Underwater sound time-varying channel estimation method based on time multiple sparse Bayesian learning

Technical Field

The invention relates to an underwater sound sparse time-varying channel estimation method, in particular to an underwater sound sparse time-varying channel estimation method based on time multiple sparse Bayesian learning, and belongs to the field of underwater sound communication.

Background

Ocean observation and ocean resource development and utilization are one of the most concerned problems in many ocean countries, and the research agenda of the underwater acoustic communication technology as an important technical support for ocean development is proposed in recent years. Orthogonal Frequency Division Multiplexing (OFDM) technology has the characteristic of resisting frequency selective fading and high frequency band utilization rate, and is widely applied to underwater high-speed communication systems. The underwater acoustic channel is one of the most complex wireless channels, and causes interference such as multipath propagation, phase fluctuation and the like to an acoustic signal propagated therein, and meanwhile, the underwater acoustic channel is a time-varying and frequency-varying fading channel, and the complex and variable underwater acoustic channel causes distortion to a signal received by a receiving end. In order to demodulate a received signal accurately, the estimation of an underwater acoustic channel is indispensable, and accurate channel estimation is the key point of research on underwater acoustic communication.
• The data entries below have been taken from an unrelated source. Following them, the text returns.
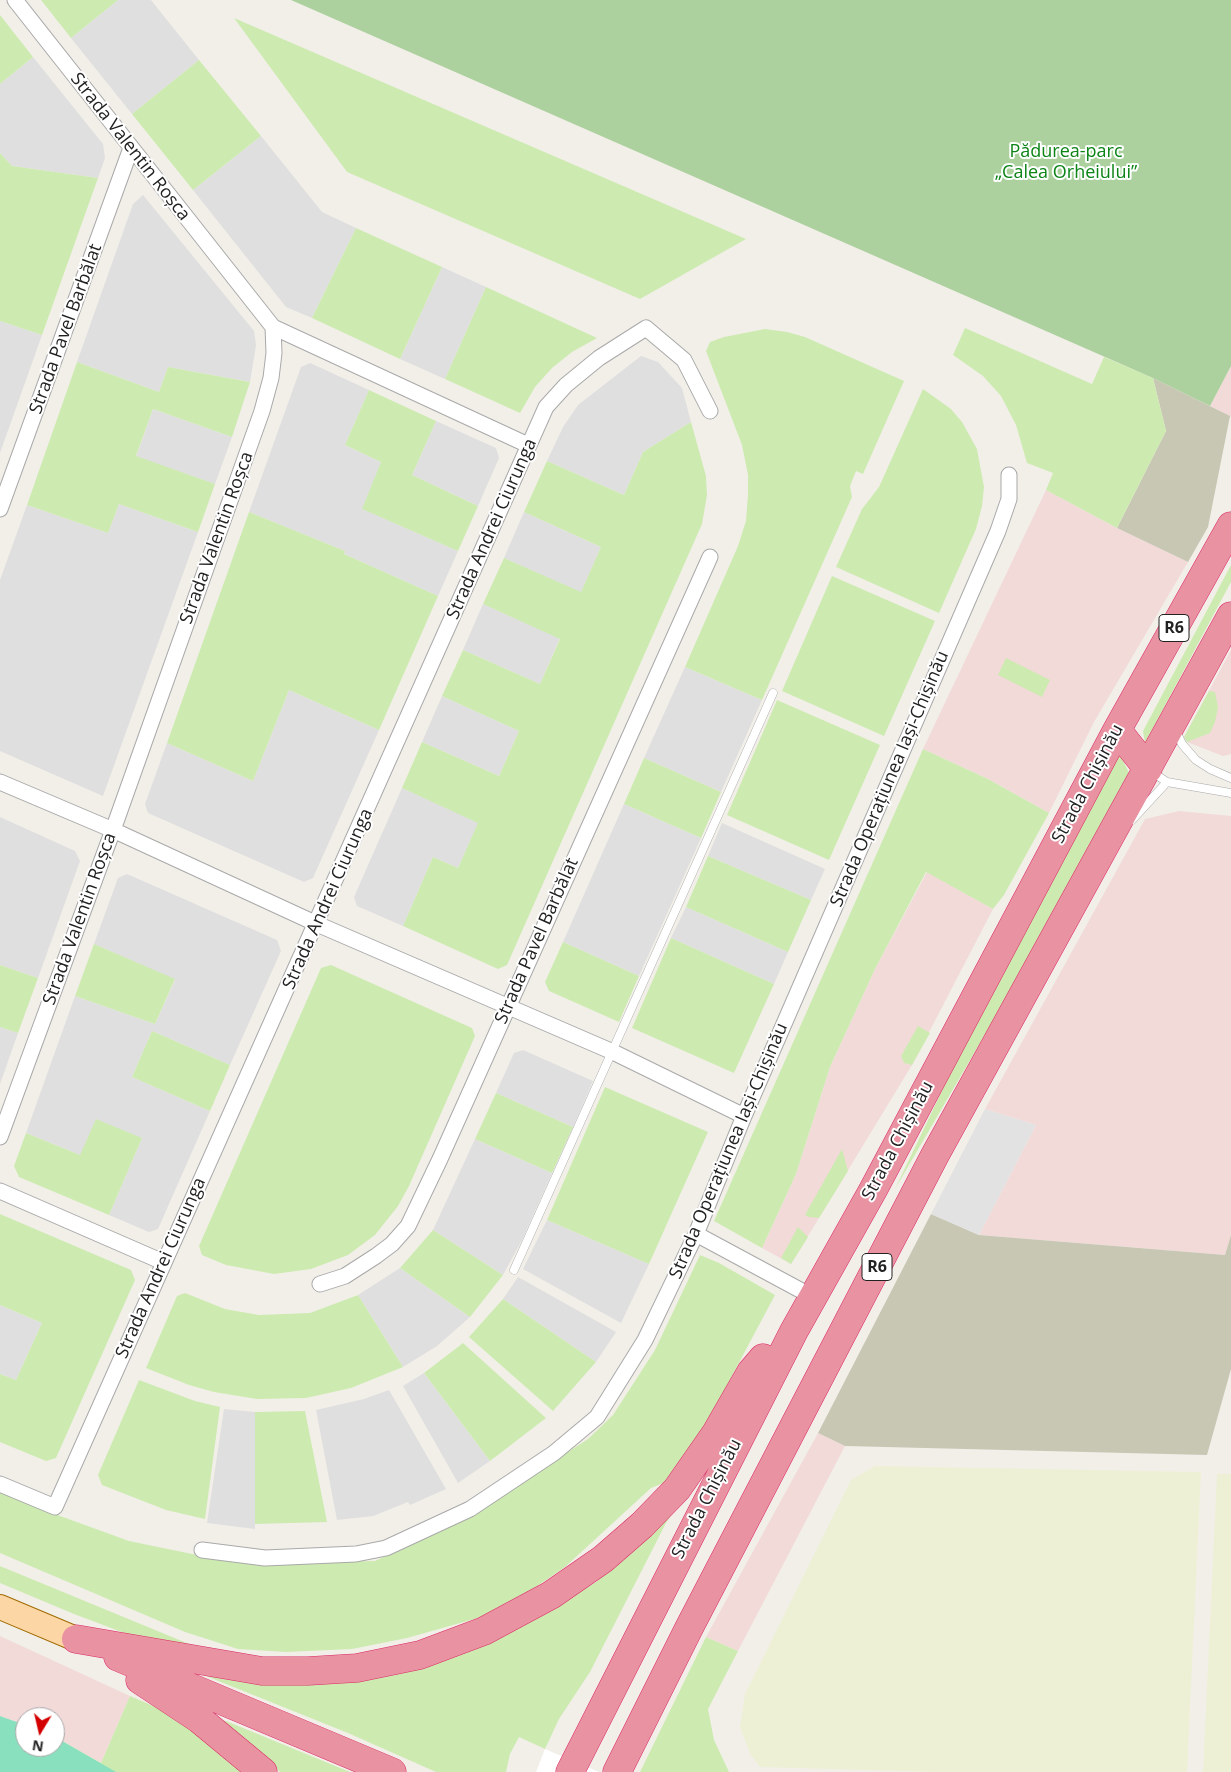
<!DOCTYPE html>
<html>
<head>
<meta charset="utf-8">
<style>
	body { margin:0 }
	#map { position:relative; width:1231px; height:1772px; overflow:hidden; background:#f2efe9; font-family:"Open Sans",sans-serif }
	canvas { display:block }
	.north { position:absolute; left:15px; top:1707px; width:50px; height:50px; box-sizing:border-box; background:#fff; border:1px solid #a7a7a7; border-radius:50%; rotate:189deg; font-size:14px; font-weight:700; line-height:20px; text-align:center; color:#222 }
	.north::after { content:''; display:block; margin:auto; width:18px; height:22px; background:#d40000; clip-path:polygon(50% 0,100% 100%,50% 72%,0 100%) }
</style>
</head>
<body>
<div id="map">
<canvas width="1231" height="1772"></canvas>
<div class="north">N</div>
</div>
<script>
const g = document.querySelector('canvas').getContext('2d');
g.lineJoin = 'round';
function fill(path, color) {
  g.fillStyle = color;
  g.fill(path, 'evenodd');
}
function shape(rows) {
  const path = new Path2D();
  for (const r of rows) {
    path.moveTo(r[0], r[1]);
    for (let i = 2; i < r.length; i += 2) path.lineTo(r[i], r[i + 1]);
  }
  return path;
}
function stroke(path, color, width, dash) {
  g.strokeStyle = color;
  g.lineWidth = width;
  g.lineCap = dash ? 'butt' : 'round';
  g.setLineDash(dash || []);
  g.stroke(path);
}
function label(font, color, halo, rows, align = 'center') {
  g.font = font + ' "Open Sans",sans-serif';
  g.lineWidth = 4;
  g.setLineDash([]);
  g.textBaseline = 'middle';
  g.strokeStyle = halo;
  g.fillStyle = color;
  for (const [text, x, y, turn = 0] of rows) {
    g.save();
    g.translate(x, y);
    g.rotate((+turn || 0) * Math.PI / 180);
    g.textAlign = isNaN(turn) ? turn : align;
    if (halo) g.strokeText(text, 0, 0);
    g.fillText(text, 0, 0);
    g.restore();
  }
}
fill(shape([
	[118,0,151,0,199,60,132,114,71,38],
	[33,57,103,144,105,158,98,178,12,166,0,153,0,84],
	[261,136,322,212,356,228,312,318,286,307,193,190],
	[143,195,254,331,256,345,250,382,168,367,159,392,77,362,133,204],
	[442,267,486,287,445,379,400,359],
	[0,321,42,335,0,453],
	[641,356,658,362,682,388,691,422,643,452,624,495,547,461,563,427,578,405],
	[310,363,369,390,345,445,381,462,363,509,458,551,438,596,344,554,345,551,249,512,301,367],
	[153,409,232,437,215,484,136,457],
	[436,421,496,448,499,458,478,506,412,475],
	[119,504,198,532,103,796,0,751,0,580,27,505,108,533],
	[524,512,601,547,581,593,504,558],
	[483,604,560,638,540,684,463,650],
	[685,667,762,700,721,792,644,758],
	[289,690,379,730,313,878,304,882,148,813,145,804,167,743,253,781],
	[442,696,519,731,499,776,422,742],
	[402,788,479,822,458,868,433,857,403,926,357,906,354,897],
	[624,804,701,838,639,976,563,942],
	[0,817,75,851,80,861,38,978,0,965],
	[722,823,825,869,811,900,708,856],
	[127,874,277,940,281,951,230,1065,152,1031,132,1077,210,1111,158,1229,149,1232,109,1215,142,1138,80,1155,26,1133,75,996,155,1024,175,980,94,944,118,878],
	[686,907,788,952,774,984,671,938],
	[0,1027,18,1033,0,1084],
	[523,1050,593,1081,573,1127,496,1093,514,1053],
	[475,1139,552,1173,522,1240,503,1275,433,1230],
	[547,1220,649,1264,621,1323,523,1269],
	[400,1268,470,1317,437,1346,403,1367,358,1295],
	[518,1277,616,1332,596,1362,503,1299],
	[0,1305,42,1323,16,1380,0,1374],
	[424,1373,490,1461,458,1483,403,1386],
	[389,1390,446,1489,410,1505,408,1502,373,1516,337,1520,316,1410,364,1399],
	[224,1409,255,1412,255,1529,207,1523]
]), '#e0dfdf');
fill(shape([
	[1231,366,1231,417,1210,406],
	[1046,490,1117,528,1188,562,1094,722,1049,813,988,779,923,749],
	[1231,650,1231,754,1223,756,1187,742,1184,737],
	[1179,811,1231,816,1231,1235,1225,1255,979,1235,1036,1125,985,1109,1145,819],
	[927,872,993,909,912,1065,791,1264,762,1248,796,1174,830,1067,875,969],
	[818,1433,845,1446,738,1651,706,1637],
	[0,1636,130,1696,101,1763,55,1737,55,1717,25,1717,25,1725,0,1716]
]), '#f2dad9');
fill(shape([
	[1153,378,1230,416,1208,527,1188,562,1117,528,1166,431],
	[931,1214,979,1235,1225,1255,1231,1235,1231,1369,1207,1455,845,1446,818,1433]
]), '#c7c7b4');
fill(shape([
	[875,1466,1201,1472,1187,1772,937,1772,760,1767,750,1754,740,1727,745,1694,851,1480],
	[1217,1474,1231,1474,1231,1772,1203,1772]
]), '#eef0d5');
fill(shape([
	[41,0,118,0,71,38],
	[0,15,33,57,0,84],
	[234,18,746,239,640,299,347,172],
	[199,60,261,136,193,190,132,114],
	[0,153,12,166,98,178,42,335,0,321],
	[356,228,442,267,400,359,312,318],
	[486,287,597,338,572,352,552,368,535,387,520,413,445,379],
	[965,328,1092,384,1104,357,1153,378,1166,431,1117,528,1046,490,1053,473,1027,463,1016,425,1001,396,983,376,953,355],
	[765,329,787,332,805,337,904,381,863,474,856,471,850,486,852,497,762,700,685,667,738,546,746,521,748,494,748,475,742,445,706,351,710,342,724,337],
	[77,362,159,392,168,367,250,382,232,437,153,409,136,456,215,484,198,532,119,504,108,533,27,505],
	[923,389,951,409,962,422,977,449,984,487,982,506,976,529,939,613,836,567,862,509,879,487],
	[369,390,436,421,412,475,478,506,458,551,362,509,381,462,345,445],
	[691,422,706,476,707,495,702,524,507,965,498,969,403,926,433,857,458,868,478,823,402,788,422,742,499,776,519,731,442,696,463,650,540,684,560,639,483,604,504,558,581,592,601,547,524,512,547,461,624,495,643,452],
	[249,512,345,551,344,554,438,596,379,730,289,690,253,781,167,743],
	[1231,565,1231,582,1145,743,1143,731],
	[832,576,935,621,884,736,782,691],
	[1006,658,1050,680,1042,697,998,675],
	[1209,691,1215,692,1218,707,1215,722,1210,733,1187,742,1184,737],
	[777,700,880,745,829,860,727,815],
	[923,749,988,779,1049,813,1004,895,993,909,926,872,875,969,830,1067,796,1174,762,1248,714,1221],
	[1119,752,1129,773,1033,952,895,1189,962,1049],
	[644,758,721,792,701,838,624,804],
	[708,856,811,900,788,952,686,907],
	[671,938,774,984,734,1073,632,1028],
	[563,942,639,976,619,1022,549,991,545,982],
	[94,944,175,979,155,1024,75,996],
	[0,965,38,978,18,1033,0,1027],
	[331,965,472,1028,475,1036,409,1186,398,1206,375,1235,348,1255,311,1269,274,1274,226,1265,202,1255,199,1246,321,968],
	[918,1026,930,1033,912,1065,904,1063,901,1056],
	[152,1031,230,1065,210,1111,132,1077],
	[605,1087,708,1132,649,1264,547,1220],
	[496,1093,573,1127,552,1173,475,1139],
	[96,1119,142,1138,109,1215,19,1177,14,1166,26,1133,80,1155],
	[842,1149,848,1171,819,1218,809,1217,805,1215],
	[0,1214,131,1270,135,1280,56,1458,46,1461,0,1442,0,1374,16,1380,42,1323,0,1305],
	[798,1227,808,1237,791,1264,781,1258],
	[433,1230,503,1275,470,1317,400,1268],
	[700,1255,719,1263,775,1295,692,1451,666,1482,651,1488,565,1567,527,1593,478,1618,407,1638,352,1649,286,1652,238,1649,185,1632,0,1553,0,1491,52,1513,129,1541,202,1556,258,1563,375,1561,421,1540,512,1488,588,1439,613,1415,655,1350],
	[185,1293,225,1309,259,1315,310,1313,358,1295,403,1367,351,1388,306,1398,257,1399,214,1392,189,1385,146,1368,177,1296],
	[503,1299,596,1362,553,1411,469,1337],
	[463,1343,546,1418,490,1461,424,1373],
	[139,1380,195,1401,220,1407,205,1519,166,1510,102,1485,98,1475],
	[305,1411,327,1522,255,1524,255,1412],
	[684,1497,666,1523,590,1672,559,1719,545,1749,519,1737,510,1754,506,1772,436,1772,348,1733,201,1674,272,1682,534,1619,596,1582],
	[0,1566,223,1658,151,1643,74,1614,0,1583],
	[706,1637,738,1651,708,1709,714,1740,729,1772,640,1772],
	[130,1696,158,1708,196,1732,246,1772,87,1772,55,1747,55,1737,101,1763],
	[220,1720,226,1721,350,1772,280,1772,247,1740]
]), '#cdebb0');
fill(shape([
	[291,0,1231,0,1231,366,1210,406,1153,378]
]), '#add19e');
fill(shape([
	[0,1716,25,1725,25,1747,55,1747,55,1737,116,1772,0,1772]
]), '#88e0be');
fill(shape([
	[985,1109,1036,1125,979,1235,931,1214]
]), '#e2e2e2');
fill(shape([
	[545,1749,599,1772,536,1772]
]), '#fff');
const lane = shape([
	[1176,731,1182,744,1196,760,1210,769,1231,778],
	[1152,772,1167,782,1231,793],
	[1132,820,1167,782],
	[514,1270,773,693]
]);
const street = shape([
	[273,327,528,445],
	[0,509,131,148],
	[0,782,113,830,317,924,613,1052,744,1116],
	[0,1137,113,830,262,411,271,378,274,353,273,327,15,0],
	[0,1191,163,1262],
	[696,1234,813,1297],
	[320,1284,345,1276,376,1256,392,1244,408,1226,440,1159,710,557],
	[0,1484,55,1507,546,407,566,385,599,358,646,328,684,360,710,411],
	[202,1550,265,1558,356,1554,386,1548,470,1509,554,1453,597,1417,645,1340,696,1234,744,1116,998,531,1009,499,1009,475]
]);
const primary = shape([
	[0,1607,76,1639]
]);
const highway = shape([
	[1117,730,1148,769],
	[76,1639,262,1671,308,1671,357,1668,420,1655,484,1631,551,1595,603,1559,642,1525,677,1489,716,1433,751,1372,763,1358],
	[118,1657,392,1772],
	[140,1680,199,1719,263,1772],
	[570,1772,794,1331,873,1190,1117,730,1231,526],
	[617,1772,689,1628,935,1155,1231,616]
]);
stroke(lane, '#a9a9a9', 9);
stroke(street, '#a9a9a9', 17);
stroke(primary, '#a06b00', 26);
stroke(highway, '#dc2a67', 29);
stroke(lane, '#fff', 8);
stroke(street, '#fff', 15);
stroke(primary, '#fcd6a4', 24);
stroke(highway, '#e892a2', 28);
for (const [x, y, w] of [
	[1174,628,30],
	[877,1267,30]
]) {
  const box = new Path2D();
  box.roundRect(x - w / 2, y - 13.5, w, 27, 4);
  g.fillStyle = '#fff';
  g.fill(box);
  stroke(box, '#222', 1);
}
label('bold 16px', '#222', null, [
	["R6",1174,628],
	["R6",877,1267]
]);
label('18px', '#222', '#fff', [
	["Strada Valentin Roșca",130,147,52],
	["Strada Pavel Barbălat",66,329,-70],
	["Strada Andrei Ciurunga",492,529,-66],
	["Strada Valentin Roșca",217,538,-70],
	["Strada Operațiunea Iași-Chișinău",890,779,-67],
	["Strada Chișinău",1088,784,-62],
	["Strada Andrei Ciurunga",328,899,-66],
	["Strada Valentin Roșca",80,919,-70],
	["Strada Pavel Barbălat",537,941,-66],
	["Strada Chișinău",898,1141,-62],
	["Strada Operațiunea Iași-Chișinău",729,1151,-67],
	["Strada Andrei Ciurunga",161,1268,-66],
	["Strada Chișinău",707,1499,-63]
]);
label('18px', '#0c8416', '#fff', [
	["Pădurea-parc",1066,152],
	["„Calea Orheiului”",1066,173]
]);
</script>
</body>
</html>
The method provides a Time Multiple Sparse Bayesian Learning (TMSBL) underwater sound time-varying channel estimation method based on an underwater sound OFDM communication system, improves the accuracy of a channel estimation algorithm, and reduces the error rate of the system. The method firstly provides a joint channel model for multi-block joint processing, wherein the channel time delays of a plurality of continuous blocks are similar, the channel gains show time correlation, and the time correlation coefficient of the path gain is utilized to evaluate the correlation strength; next, a TMSBL based channel estimator is proposed, which jointly estimates the channel using the channel correlation between consecutive OFDM blocks. Through performance simulation and sea test data processing, the effectiveness of the method is verified under an underwater acoustic time-varying channel, and meanwhile, compared with an SBL method, the method provided by the invention realizes better channel estimation performance and lower bit error rate under a strong time-dependent channel and has better robustness under a weak time-dependent channel.

Disclosure of Invention

Aiming at the prior art, the invention aims to provide an underwater sound time-varying channel estimation method based on time multiple sparse Bayesian learning, which can improve the accuracy of an underwater sound OFDM system channel estimation algorithm.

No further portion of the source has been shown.